## To do:
Return each line of the records below that contains the word "green".

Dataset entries
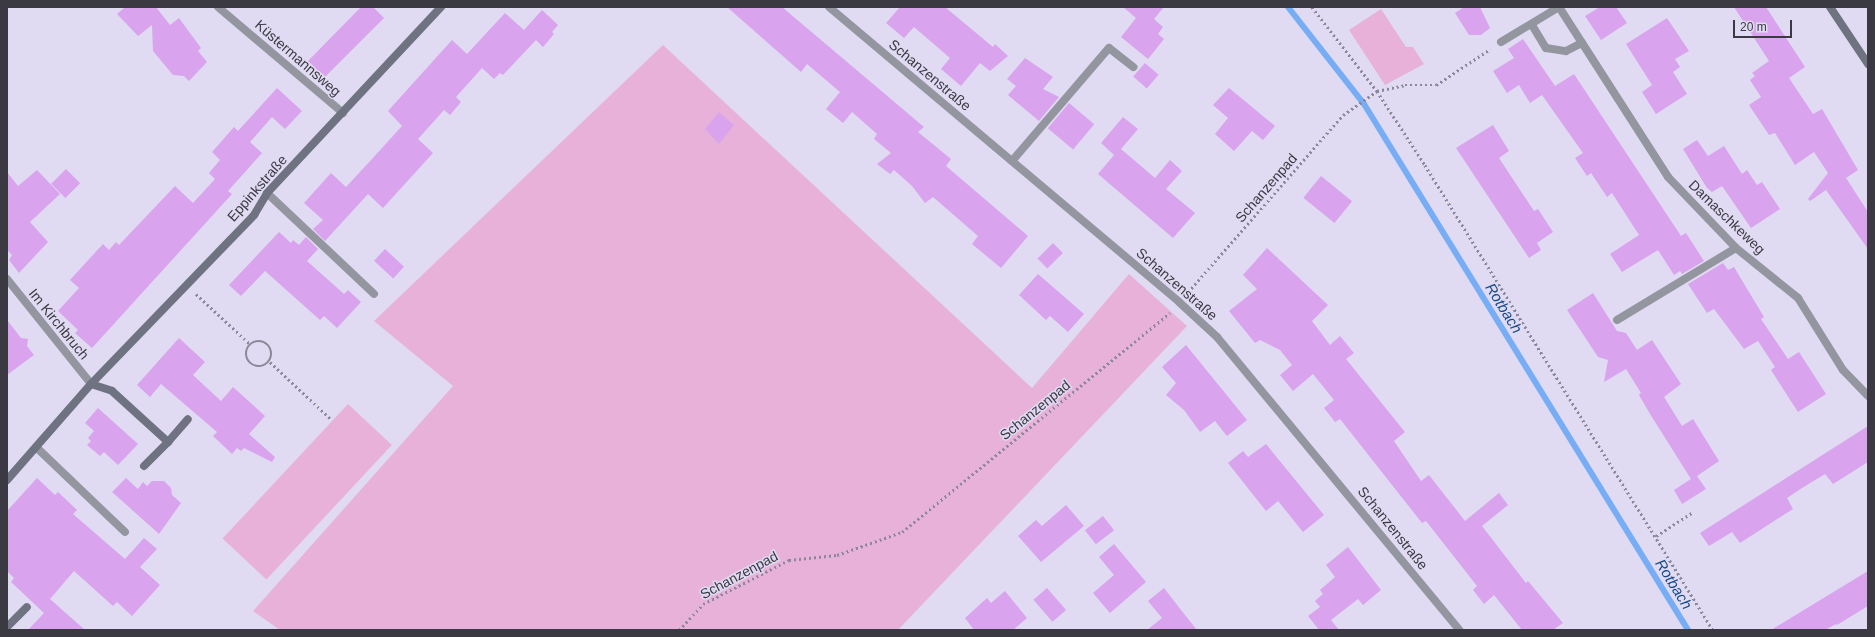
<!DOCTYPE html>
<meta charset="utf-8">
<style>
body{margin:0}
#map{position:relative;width:1875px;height:637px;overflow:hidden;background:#e0dbf2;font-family:Arial,sans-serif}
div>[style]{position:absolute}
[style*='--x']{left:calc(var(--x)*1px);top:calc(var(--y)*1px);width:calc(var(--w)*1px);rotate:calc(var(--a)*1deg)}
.green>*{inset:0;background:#e8b1da;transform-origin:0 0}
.stream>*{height:6px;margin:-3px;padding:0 3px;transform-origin:3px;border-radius:3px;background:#77adf4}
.building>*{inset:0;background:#d9a3ee;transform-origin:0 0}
.path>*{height:2.5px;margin-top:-1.25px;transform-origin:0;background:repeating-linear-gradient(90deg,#8b8898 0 2px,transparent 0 5px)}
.path>.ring{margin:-1.25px;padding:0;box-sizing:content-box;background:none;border:2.5px solid #8b8898;border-radius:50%}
.lane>*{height:8px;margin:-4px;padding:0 4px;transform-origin:4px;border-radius:4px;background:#93959f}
.street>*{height:8px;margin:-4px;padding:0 4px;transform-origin:4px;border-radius:4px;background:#93959f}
.secondary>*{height:8px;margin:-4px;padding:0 4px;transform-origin:4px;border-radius:4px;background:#6f7280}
span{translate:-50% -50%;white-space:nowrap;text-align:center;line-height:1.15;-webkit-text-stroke:3px #e0dbf2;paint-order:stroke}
.street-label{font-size:14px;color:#3b3942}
.water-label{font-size:15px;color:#144a89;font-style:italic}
.frame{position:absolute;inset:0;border:8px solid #3b3942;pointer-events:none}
.scale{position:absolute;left:1733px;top:20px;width:59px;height:18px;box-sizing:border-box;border:2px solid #3b3942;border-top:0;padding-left:5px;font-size:12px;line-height:14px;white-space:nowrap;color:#3b3942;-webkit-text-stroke:3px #e0dbf2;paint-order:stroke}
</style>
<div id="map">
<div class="green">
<i style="clip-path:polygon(1381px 9px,1406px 47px,1413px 47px,1424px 64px,1385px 85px,1349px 30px)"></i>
<i style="clip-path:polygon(663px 45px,1032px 388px,1129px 274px,1187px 326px,898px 630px,280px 630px,253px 611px,453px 386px,374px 321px)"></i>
<i style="left:348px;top:404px;width:60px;height:184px;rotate:43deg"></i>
</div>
<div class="stream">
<i style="--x:1288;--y:7;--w:123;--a:51.9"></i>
<i style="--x:1364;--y:104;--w:618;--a:58.37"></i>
</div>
<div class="building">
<i style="clip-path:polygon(125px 7px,156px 7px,170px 25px,179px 18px,201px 48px,198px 51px,207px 62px,189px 81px,184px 76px,173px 75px,153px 51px,152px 25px,138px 36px,117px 14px)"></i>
<i style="clip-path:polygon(361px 7px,373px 7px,384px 18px,325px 77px,308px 61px)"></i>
<i style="clip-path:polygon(727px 7px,782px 7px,924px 127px,918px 132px,951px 159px,946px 166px,1028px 236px,1001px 268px,972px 244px,978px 236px,933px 197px,925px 203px,912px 186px,894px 170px,890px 174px,877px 164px,891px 153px,874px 139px,877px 134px,852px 112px,843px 123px,826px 109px,840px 92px,807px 64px,801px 72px)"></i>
<i style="clip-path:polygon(900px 7px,945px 7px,993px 47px,995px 44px,1008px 56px,990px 71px,980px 63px,961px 86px,941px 69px,950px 58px,914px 27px,904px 38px,886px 23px)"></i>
<i style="clip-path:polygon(1123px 7px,1164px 7px,1154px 19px,1163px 27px,1158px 34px,1164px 39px,1148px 59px,1121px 37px,1136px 18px)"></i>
<i style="clip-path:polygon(1464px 7px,1480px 7px,1490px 28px,1481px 35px,1469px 35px,1455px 13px)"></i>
<i style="clip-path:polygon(1600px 7px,1616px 7px,1627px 23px,1601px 40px,1585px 16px)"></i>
<i style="clip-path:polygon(1734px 7px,1766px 7px,1805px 67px,1789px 78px,1813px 114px,1822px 109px,1858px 170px,1846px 178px,1868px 212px,1868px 249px,1826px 190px,1810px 201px,1808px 199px,1828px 173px,1814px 152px,1795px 165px,1775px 133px,1769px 135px,1749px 105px,1761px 97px,1750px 80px,1755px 76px,1752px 73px,1769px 61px)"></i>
<i style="clip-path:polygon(542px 10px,558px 25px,552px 32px,554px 34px,543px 47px,536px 40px,503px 75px,500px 73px,494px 79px,482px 68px,456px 97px,461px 102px,450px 115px,444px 110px,418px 139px,433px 153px,383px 208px,368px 194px,325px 241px,313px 229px,323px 220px,304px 203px,331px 173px,346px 187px,372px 159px,402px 126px,388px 111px,452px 40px,467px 54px,505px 13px,524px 30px)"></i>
<i style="clip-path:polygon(1667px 18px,1689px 51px,1675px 59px,1680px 67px,1673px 72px,1687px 94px,1656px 114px,1642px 92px,1652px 85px,1626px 44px)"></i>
<i style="clip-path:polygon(1523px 39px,1555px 86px,1574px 74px,1681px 236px,1686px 233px,1704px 261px,1682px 274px,1680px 271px,1674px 275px,1658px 250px,1622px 272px,1610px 254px,1639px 235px,1612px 193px,1607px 197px,1591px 173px,1587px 176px,1575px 158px,1583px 153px,1542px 95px,1530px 103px,1519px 85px,1507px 93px,1493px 71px,1514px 58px,1508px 49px)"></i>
<i style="clip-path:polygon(1025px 58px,1053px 77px,1043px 89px,1059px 97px,1039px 121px,1008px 95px,1016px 86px,1007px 79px)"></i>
<i style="left:1145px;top:63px;width:18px;height:18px;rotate:41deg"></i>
<i style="clip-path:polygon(277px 88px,302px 111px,285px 129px,272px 117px,250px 142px,262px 153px,228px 191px,232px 194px,92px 348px,75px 333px,78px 330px,58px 311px,79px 288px,70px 280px,103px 244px,109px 250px,116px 242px,119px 245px,175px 186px,193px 203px,215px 179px,209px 173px,220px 160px,212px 152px,234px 127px,238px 131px)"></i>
<i style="clip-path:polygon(1229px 88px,1275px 126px,1263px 140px,1252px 131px,1234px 151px,1215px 134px,1228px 118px,1213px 105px)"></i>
<i style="left:1069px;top:103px;width:33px;height:33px;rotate:40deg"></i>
<i style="clip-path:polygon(719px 112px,734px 125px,719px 144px,705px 129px)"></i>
<i style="clip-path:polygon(1123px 117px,1138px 129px,1121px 149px,1155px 178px,1170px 160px,1182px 171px,1166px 189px,1195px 213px,1173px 238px,1098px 174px,1114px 155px,1101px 143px)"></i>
<i style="clip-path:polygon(1493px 125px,1509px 151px,1499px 158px,1534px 211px,1538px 209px,1553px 232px,1537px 243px,1541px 250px,1529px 258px,1456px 148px)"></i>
<i style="clip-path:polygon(1697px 140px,1708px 156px,1724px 146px,1742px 174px,1747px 170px,1757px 185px,1762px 182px,1780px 209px,1751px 228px,1722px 186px,1712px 192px,1707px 188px,1683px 149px)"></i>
<i style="left:66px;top:169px;width:20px;height:21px;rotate:45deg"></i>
<i style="clip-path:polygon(37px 170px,60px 194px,30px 222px,48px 242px,19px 273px,9px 260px,12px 255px,7px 250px,7px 172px,18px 186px)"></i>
<i style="left:1321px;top:176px;width:40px;height:28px;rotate:39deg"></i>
<i style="clip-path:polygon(279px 232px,291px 243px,293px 240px,299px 245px,306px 237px,318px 249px,307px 261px,344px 294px,348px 290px,361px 302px,337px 328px,324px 316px,320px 320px,265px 271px,241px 296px,229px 285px)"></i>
<i style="left:1053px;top:243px;width:14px;height:22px;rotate:45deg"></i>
<i style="clip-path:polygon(1267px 248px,1328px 305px,1312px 321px,1330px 345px,1340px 336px,1354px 353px,1346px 359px,1405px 432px,1394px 441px,1421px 481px,1429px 475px,1465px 521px,1499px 493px,1508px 505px,1482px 526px,1526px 583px,1528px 581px,1563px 623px,1553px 630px,1522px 630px,1494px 595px,1484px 604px,1473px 590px,1477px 586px,1426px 521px,1422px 523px,1340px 419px,1335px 422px,1324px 408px,1334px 400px,1313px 374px,1293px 391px,1280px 375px,1292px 365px,1280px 350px,1260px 340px,1255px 343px,1229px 311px,1257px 289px,1243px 275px)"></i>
<i style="left:385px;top:249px;width:26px;height:16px;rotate:43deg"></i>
<i style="clip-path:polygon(1723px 263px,1728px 270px,1734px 267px,1764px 317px,1761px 319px,1788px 359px,1799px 352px,1826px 394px,1798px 412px,1771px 370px,1775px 367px,1758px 341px,1744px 349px,1714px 309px,1707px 313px,1688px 284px)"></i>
<i style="clip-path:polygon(1038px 274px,1084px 314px,1068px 332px,1050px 316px,1046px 320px,1019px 295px)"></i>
<i style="clip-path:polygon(1593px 293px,1617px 331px,1626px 333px,1637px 350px,1652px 340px,1681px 384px,1664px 397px,1682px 426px,1693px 419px,1719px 461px,1697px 476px,1706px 489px,1682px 504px,1674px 490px,1691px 479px,1650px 414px,1639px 395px,1641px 393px,1626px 369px,1604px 382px,1608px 360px,1598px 357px,1567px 310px)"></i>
<i style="clip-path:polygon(7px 320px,21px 338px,28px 339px,27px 346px,34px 355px,7px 375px)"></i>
<i style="clip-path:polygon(179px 338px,205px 362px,193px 375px,221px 401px,233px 387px,265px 416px,249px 434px,275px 457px,272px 462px,244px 448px,241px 451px,237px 448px,232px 454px,213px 436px,217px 432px,161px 384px,150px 397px,137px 385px)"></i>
<i style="clip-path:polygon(1186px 345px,1247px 420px,1227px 436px,1215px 421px,1200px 432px,1184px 410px,1166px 395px,1176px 383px,1162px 367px)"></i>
<i style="clip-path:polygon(98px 408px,138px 444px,118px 465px,104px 452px,100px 456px,87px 445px,91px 441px,88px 438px,94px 431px,85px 423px)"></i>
<i style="clip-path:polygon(1868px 426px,1868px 462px,1833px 484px,1825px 474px,1802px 488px,1787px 498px,1793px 509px,1740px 543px,1732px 532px,1709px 546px,1700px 533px)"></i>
<i style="clip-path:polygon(1266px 444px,1324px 515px,1303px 532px,1278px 501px,1266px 511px,1228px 463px,1243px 451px,1248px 457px)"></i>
<i style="clip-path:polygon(37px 478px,55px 495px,58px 492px,77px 510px,73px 514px,125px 559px,144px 538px,157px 549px,140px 567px,160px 585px,132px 616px,117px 602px,113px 606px,74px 571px,50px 599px,85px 630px,28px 630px,44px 613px,11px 582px,14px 578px,7px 571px,7px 511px)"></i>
<i style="clip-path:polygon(126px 478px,138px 489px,143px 482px,147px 486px,152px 481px,164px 481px,171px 488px,172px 495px,181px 503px,159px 534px,112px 492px)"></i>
<i style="clip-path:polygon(1066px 505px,1084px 526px,1041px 562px,1018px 536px,1036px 520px,1042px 526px)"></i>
<i style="left:1103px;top:516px;width:18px;height:23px;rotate:52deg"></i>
<i style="clip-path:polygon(1114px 544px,1146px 582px,1110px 613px,1093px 593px,1114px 575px,1099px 557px)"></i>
<i style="clip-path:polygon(1348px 547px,1381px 590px,1363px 605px,1358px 599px,1331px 620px,1339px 630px,1319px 630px,1308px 616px,1320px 607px,1315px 601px,1323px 594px,1320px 590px,1335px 577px,1326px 565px)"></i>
<i style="clip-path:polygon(1868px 571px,1868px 606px,1837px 625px,1836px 624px,1825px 630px,1771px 630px)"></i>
<i style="left:1047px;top:588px;width:29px;height:18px;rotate:49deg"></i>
<i style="clip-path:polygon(1164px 588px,1181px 610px,1197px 630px,1147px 630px,1162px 618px,1148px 601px)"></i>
<i style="clip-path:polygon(1005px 591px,1027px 618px,1013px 630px,974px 630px,965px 618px,987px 598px,991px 603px)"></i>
</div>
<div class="path">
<i style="--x:1312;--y:7;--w:106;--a:52.3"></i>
<i style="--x:1377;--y:91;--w:88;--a:57"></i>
<i style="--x:1425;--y:165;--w:547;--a:58.23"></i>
<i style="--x:1188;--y:292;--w:235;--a:-48.8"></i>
<i style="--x:1343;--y:115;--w:42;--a:-35.2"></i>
<i style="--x:1377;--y:91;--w:29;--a:-12"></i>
<i style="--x:1405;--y:85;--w:31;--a:0"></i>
<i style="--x:1436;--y:85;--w:65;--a:-33.7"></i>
<i style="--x:196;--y:294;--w:74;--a:42.8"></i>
<i class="ring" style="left:246px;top:341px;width:23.5px;height:23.5px"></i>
<i style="--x:270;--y:362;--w:85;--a:43.1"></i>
<i style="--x:1656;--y:536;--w:44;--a:-33"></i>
<i style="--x:679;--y:630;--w:35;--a:-47"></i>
<i style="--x:703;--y:604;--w:97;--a:-27.1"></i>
<i style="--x:789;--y:560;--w:48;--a:-5.9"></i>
<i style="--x:837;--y:555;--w:69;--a:-19.5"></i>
<i style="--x:902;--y:532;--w:346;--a:-39.3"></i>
</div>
<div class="lane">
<i style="--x:1012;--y:161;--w:149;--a:-49.4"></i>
<i style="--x:1109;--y:48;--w:31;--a:38"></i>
<i style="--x:267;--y:193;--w:147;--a:43.3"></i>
<i style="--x:1617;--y:320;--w:139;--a:-31.2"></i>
<i style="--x:36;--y:447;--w:123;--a:43.7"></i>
</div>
<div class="street">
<i style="--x:218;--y:7;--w:164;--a:40.3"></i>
<i style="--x:829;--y:7;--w:458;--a:40.1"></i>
<i style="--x:1179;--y:302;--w:52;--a:42.6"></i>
<i style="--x:1217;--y:337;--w:380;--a:50.4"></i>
<i style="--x:1532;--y:25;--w:27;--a:59"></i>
<i style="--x:1546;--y:48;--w:20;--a:9"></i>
<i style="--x:1566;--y:51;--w:18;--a:-27"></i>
<i style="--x:1501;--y:42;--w:68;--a:-31.1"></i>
<i style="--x:1559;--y:7;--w:202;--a:57.3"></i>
<i style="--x:1668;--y:177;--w:98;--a:46.2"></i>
<i style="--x:1736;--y:248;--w:80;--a:38.9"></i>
<i style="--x:1798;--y:298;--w:85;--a:58"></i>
<i style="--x:1843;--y:370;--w:36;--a:46"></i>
<i style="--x:7;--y:279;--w:134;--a:51.3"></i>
</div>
<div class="secondary">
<i style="--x:1830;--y:7;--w:69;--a:56.3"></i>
<i style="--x:91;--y:384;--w:22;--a:18"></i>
<i style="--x:112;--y:391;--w:76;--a:42.3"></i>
<i style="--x:168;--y:442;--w:30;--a:-49"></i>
<i style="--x:144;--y:466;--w:34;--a:-45"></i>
<i style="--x:7;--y:480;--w:128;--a:-48.8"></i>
<i style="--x:91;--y:384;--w:235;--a:-46"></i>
<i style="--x:254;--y:215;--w:26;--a:-59"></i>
<i style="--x:267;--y:193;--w:255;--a:-46.9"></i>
<i style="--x:7;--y:627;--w:28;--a:-45"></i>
</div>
<div class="street-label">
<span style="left:298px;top:58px;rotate:41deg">Küstermannsweg</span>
<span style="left:930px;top:75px;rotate:40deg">Schanzenstraße</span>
<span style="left:257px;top:188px;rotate:-49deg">Eppinkstraße</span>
<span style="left:1266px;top:188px;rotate:-49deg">Schanzenpad</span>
<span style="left:1727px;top:217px;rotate:44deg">Damaschkeweg</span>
<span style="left:1177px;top:284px;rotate:41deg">Schanzenstraße</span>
<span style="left:59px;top:324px;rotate:51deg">Im Kirchbruch</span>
<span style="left:1035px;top:410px;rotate:-39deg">Schanzenpad</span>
<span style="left:1393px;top:528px;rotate:51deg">Schanzenstraße</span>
<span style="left:739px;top:575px;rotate:-28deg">Schanzenpad</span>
</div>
<div class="water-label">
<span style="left:1504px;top:308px;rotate:58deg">Rotbach</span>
<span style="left:1674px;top:584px;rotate:58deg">Rotbach</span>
</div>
<div class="frame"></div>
<div class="scale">20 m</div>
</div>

## Output for this task:
.green>*{inset:0;background:#e8b1da;transform-origin:0 0}
<div class="green">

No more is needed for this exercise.